Content starts

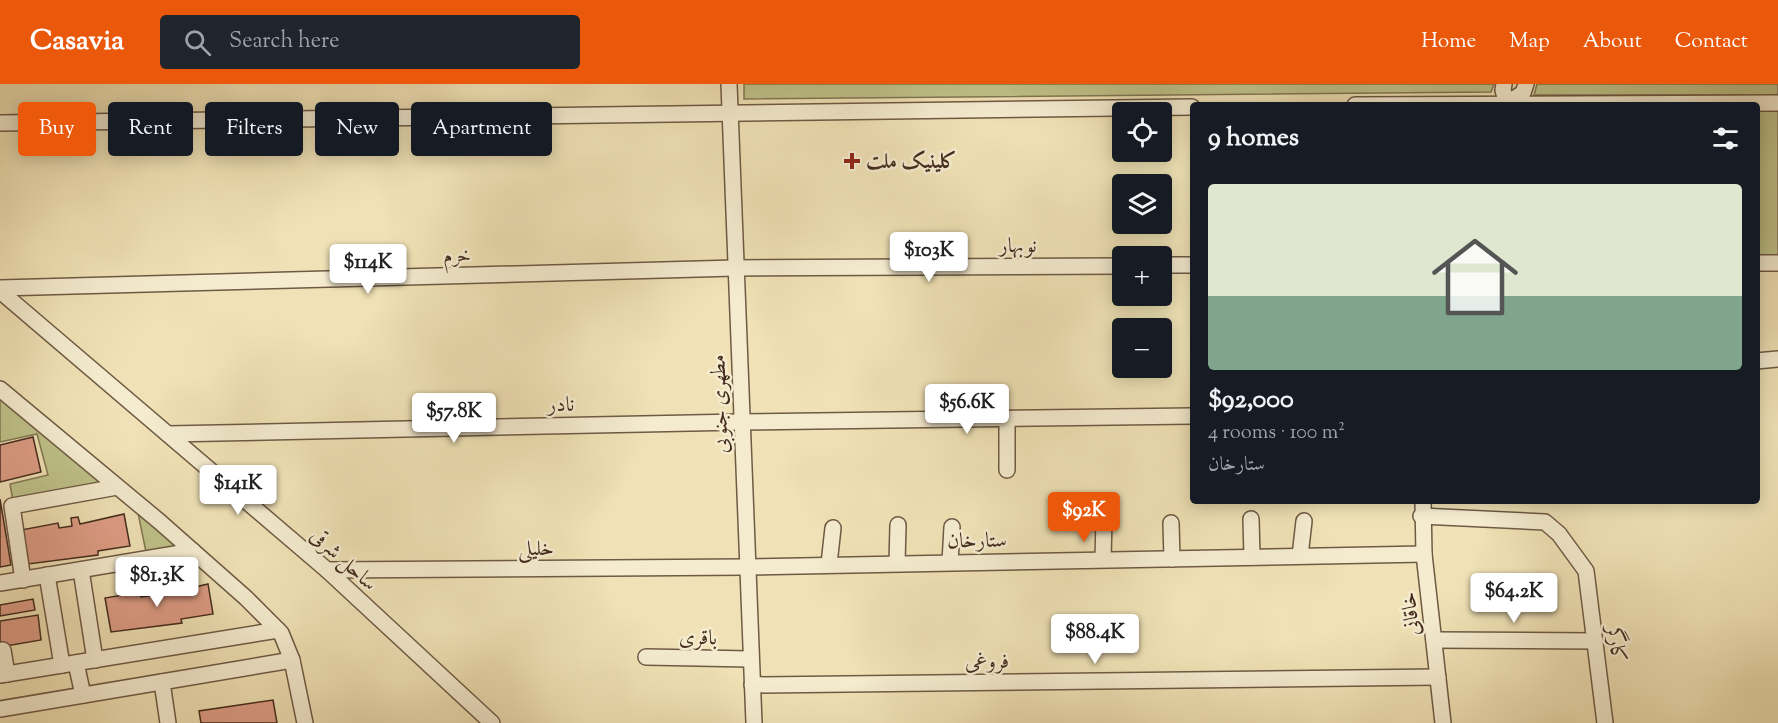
<!DOCTYPE html>
<html lang="en">
<head>
<meta charset="utf-8">
<style>
	body { margin:0; font-family:"Sorts Mill Goudy",Amiri,serif; background:#20242c; color:#f1f3f6; height:100vh; display:flex; flex-direction:column; font-size:22px; white-space:nowrap }
	* { box-sizing:border-box; margin:0 }
	p { font-size:20px; color:#9ea1a6 }
	.icon { flex:none; width:33px; height:33px; fill:none; stroke:currentColor; stroke-width:2; stroke-linecap:round; stroke-linejoin:round }
	.map { position:relative; flex:1; overflow:hidden }
	.drawer { position:absolute; left:1190px; top:18px; width:570px; height:402px; display:flex; flex-direction:column; background:#171b24; border-radius:6px; box-shadow:0 3px 15px #0003 }
	.drawer>* { flex:none }
	.hud { position:absolute; left:18px; top:18px; width:570px; height:54px; display:flex; gap:12px }
	.tools { position:absolute; left:1112px; top:18px; display:grid; gap:12px }
	.tools a { display:grid; place-items:center; width:60px; height:60px; border-radius:6px; background:#171b24; box-shadow:0 3px 15px #0003; font-size:30px }
	.price { position:absolute; translate:-50% -51px; padding:0 14px; border-radius:6px; background:#fff; color:#222; font-size:20px; line-height:39px; filter:drop-shadow(0 2px 3px #0008) }
	.price::after { content:''; position:absolute; left:50%; top:36px; width:18px; height:14px; margin-left:-9px; background:inherit; clip-path:polygon(0 0,100% 0,50% 100%) }
	.price.on { background:#ea580c; color:#fff }
	ul { padding:0; list-style:none }
	li { display:grid; align-content:center; gap:12px; height:318px; padding:0 18px }
	li+li { border-top:2px solid #363941 }
	li span { display:grid; place-items:center; height:186px; border-radius:6px; color:#555 }
	li>.icon { margin-inline-start:auto }
	span .icon { width:108px; height:108px; fill:#fffc; stroke-width:1 }
	li b { font-size:26px }
	h2 { display:flex; justify-content:space-between; align-items:center; height:72px; padding:0 18px; font-size:26px }
	.chip { padding:0 21px; border-radius:6px; background:#171b24; box-shadow:0 3px 15px #0003; font-size:21px; line-height:54px }
	.chip.on { background:#ea580c; color:#fff }
	header { display:flex; align-items:center; gap:36px; box-sizing:border-box; height:84px; padding:0 30px; background:#ea580c; color:#fff }
	header strong { font-size:28px }
	nav { display:flex; gap:33px; margin-inline-start:auto; font-size:21px }
	.search { width:420px; height:54px; background:#20242c; display:flex; align-items:center; gap:15px; box-sizing:border-box; padding:0 21px; border-radius:6px; color:#9ea1a6; font-size:22px }
	.map>svg:first-child { display:block }
</style>
</head>
<body>
<header>
<strong>Casavia</strong>
<div class="search"><svg class="icon" aria-label="search" viewBox="0 0 24 24"><circle cx="10" cy="10" r="6"/><path d="M15 15l6 6"/></svg>Search here</div>
<nav><a>Home</a><a>Map</a><a>About</a><a>Contact</a></nav>
</header>
<div class="map">
<svg width="1778" height="639" viewBox="0 0 1778 639">
	<rect width="100%" height="100%" fill="#f0e2b6"/>
	<filter id="stains"><feTurbulence type="fractalNoise" baseFrequency=".00333" numOctaves="4"/><feColorMatrix values="0 0 0 0 .2 0 0 0 0 .09 0 0 0 0 .02 0 0 0 .5 -.17"/></filter>
	<radialGradient id="worn" r=".72"><stop offset=".6" stop-color="#630" stop-opacity="0"/><stop offset="1" stop-color="#630" stop-opacity=".3"/></radialGradient>
	<g fill="#bfc28a" stroke="#827754" stroke-width="1.5">
		<polygon points="744,0 1494,0 1491,8 744,15"/>
		<polygon points="1537,0 1778,0 1778,175 1757,176 1756,21 1746,21 1745,11 1534,11"/>
		<polygon points="0,313 102,399 13,417 10,400 48,391 37,350 0,358"/>
		<polygon points="138,429 176,462 146,468"/>
	</g>
	<g fill="#de9d86" stroke="#442c1e" stroke-width="1.5">
		<polygon points="33,353 41,388 0,398 0,361"/>
		<polygon points="0,415 11,481 0,483"/>
		<polygon points="124,430 130,462 98,467 98,471 28,480 21,446 58,439 59,444 72,442 71,434 78,433 80,440"/>
		<polygon points="208,500 213,530 181,535 182,539 111,548 105,514 140,508 141,513 155,511 153,502 159,501 161,511"/>
		<polygon points="33,515 35,526 0,532 0,521"/>
		<polygon points="38,531 41,556 0,563 0,537"/>
		<polygon points="273,616 277,639 201,639 199,627"/>
	</g>
	<g fill="none" stroke-linecap="round" stroke-linejoin="round">
		<g stroke="#6f5a44" stroke-width="18">
			<g id="minor">
				<polyline points="729,0 754,639"/>
				<polyline points="1504,0 1503,6 1507,21"/>
				<polyline points="1507,19 1523,9 1526,0"/>
				<polyline points="1355,21 1778,19"/>
				<polyline points="0,39 1192,23"/>
				<polyline points="1756,179 1778,179"/>
				<polyline points="1161,181 1192,181"/>
				<polyline points="0,204 735,184 1122,182"/>
				<polyline points="0,207 327,486 492,639"/>
				<polyline points="1756,277 1778,275"/>
				<polyline points="0,305 160,438 246,514 281,549 292,576 305,639"/>
				<polyline points="168,350 740,338 1192,332"/>
				<polyline points="1007,386 1007,334"/>
				<polyline points="1423,417 1424,470 1443,639"/>
				<polyline points="1421,432 1545,438 1559,450 1586,487 1605,639"/>
				<polyline points="1251,435 1252,473"/>
				<polyline points="1171,439 1172,475"/>
				<polyline points="1300,472 1304,437"/>
				<polyline points="1103,475 1104,435"/>
				<polyline points="950,478 952,443"/>
				<polyline points="897,479 898,441"/>
				<polyline points="829,480 833,444"/>
				<polyline points="81,486 95,576"/>
				<polyline points="327,486 746,483 1424,470"/>
				<polyline points="47,491 62,581"/>
				<polyline points="23,496 12,422 117,403"/>
				<polyline points="0,499 193,467"/>
				<polyline points="1434,556 1595,557"/>
				<polyline points="3,566 7,590"/>
				<polyline points="646,573 750,575"/>
				<polyline points="76,579 83,611"/>
				<polyline points="0,591 278,546"/>
				<polyline points="162,598 168,639"/>
				<polyline points="752,601 1438,593"/>
				<polyline points="0,625 292,576"/>
			</g>
		</g>
		<use href="#minor" stroke="#f5ecd0" stroke-width="15"/>
	</g>
	<path fill="#8f2418" stroke="#f5ecd0" stroke-width="2" d="M849 68h6v6h6v6h-6v6h-6v-6h-6v-6h6z"/>
	<g text-anchor="middle" stroke-width="5" stroke-linejoin="round" paint-order="stroke">
		<g font-size="21" font-weight="bold" fill="#442c1e" stroke="#f5ecd0" text-anchor="start">
			<text x="866" y="84">کلینیک ملت</text>
		</g>
		<g font-size="21" fill="#442c1e" stroke="#f5ecd0">
			<text x="1018" y="168">نوبهار</text>
			<text transform="translate(457 171) rotate(-2)" y="7">خرم</text>
			<text transform="translate(561 320) rotate(-1)" y="7">نادر</text>
			<text transform="translate(719 320) rotate(-92)" y="7">مطهری جنوبی</text>
			<text transform="translate(977 456) rotate(-1)" y="7">ستارخان</text>
			<text x="536" y="471">خلیلی</text>
			<text transform="translate(344 475) rotate(42)" y="7">ساحل شرقی</text>
			<text transform="translate(1410 530) rotate(-97)" y="7">خاقانی</text>
			<text transform="translate(698 553) rotate(1)" y="7">باقری</text>
			<text transform="translate(1617 560) rotate(83)" y="7">کارگر</text>
			<text transform="translate(987 577) rotate(-1)" y="7">فروغی</text>
		</g>
	</g>
	<rect width="100%" height="100%" filter="url(#stains)"/>
	<rect width="100%" height="100%" fill="url(#worn)"/>
</svg>
<div class="tools">
<a><svg class="icon" aria-label="locate" viewBox="0 0 24 24"><circle cx="12" cy="12" r="6"/><path d="M12 2v4M12 18v4M2 12h4M18 12h4"/></svg></a>
<a><svg class="icon" aria-label="layers" viewBox="0 0 24 24"><path d="M12 4l9 5-9 5-9-5zM3 14l9 5 9-5"/></svg></a>
<a>+</a>
<a>−</a>
</div>
<b class="price" style="left:929px;top:199px">$103K</b>
<b class="price" style="left:368px;top:211px">$114K</b>
<b class="price" style="left:967px;top:351px">$56.6K</b>
<b class="price" style="left:454px;top:360px">$57.8K</b>
<b class="price" style="left:238px;top:432px">$141K</b>
<b class="price on" style="left:1084px;top:459px">$92K</b>
<b class="price" style="left:157px;top:524px">$81.3K</b>
<b class="price" style="left:1514px;top:540px">$64.2K</b>
<b class="price" style="left:1095px;top:581px">$88.4K</b>
<div class="hud">
<a class="chip on">Buy</a>
<a class="chip">Rent</a>
<a class="chip">Filters</a>
<a class="chip">New</a>
<a class="chip">Apartment</a>
</div>
<section class="drawer">
<h2>9 homes<svg class="icon" aria-label="filters" viewBox="0 0 24 24"><path d="M4 7h16M4 17h16"/><circle cx="9" cy="7" r="2"/><circle cx="15" cy="17" r="2"/></svg></h2>
<ul>
<li><span style="background:linear-gradient(#dfe7d0 60%,#7fa58c 0)"><svg class="icon" aria-label="home" viewBox="0 0 24 24"><path d="M3 11l9-7 9 7M6 9v11h12V9"/></svg></span><div><b>$92,000</b><p>4 rooms · 100 m²</p><p>ستارخان</p></div></li>
</ul>
</section>
</div>
</body>
</html>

Content ends

● TASK TO COMPLETE:
The required output is the exact run of lines from the start of the records through the line containing "position:absolute; translate:-50% -51px;", both ends included, with no pictures.

● TASK OUTPUT:
<!DOCTYPE html>
<html lang="en">
<head>
<meta charset="utf-8">
<style>
	body { margin:0; font-family:"Sorts Mill Goudy",Amiri,serif; background:#20242c; color:#f1f3f6; height:100vh; display:flex; flex-direction:column; font-size:22px; white-space:nowrap }
	* { box-sizing:border-box; margin:0 }
	p { font-size:20px; color:#9ea1a6 }
	.icon { flex:none; width:33px; height:33px; fill:none; stroke:currentColor; stroke-width:2; stroke-linecap:round; stroke-linejoin:round }
	.map { position:relative; flex:1; overflow:hidden }
	.drawer { position:absolute; left:1190px; top:18px; width:570px; height:402px; display:flex; flex-direction:column; background:#171b24; border-radius:6px; box-shadow:0 3px 15px #0003 }
	.drawer>* { flex:none }
	.hud { position:absolute; left:18px; top:18px; width:570px; height:54px; display:flex; gap:12px }
	.tools { position:absolute; left:1112px; top:18px; display:grid; gap:12px }
	.tools a { display:grid; place-items:center; width:60px; height:60px; border-radius:6px; background:#171b24; box-shadow:0 3px 15px #0003; font-size:30px }
	.price { position:absolute; translate:-50% -51px; padding:0 14px; border-radius:6px; background:#fff; color:#222; font-size:20px; line-height:39px; filter:drop-shadow(0 2px 3px #0008) }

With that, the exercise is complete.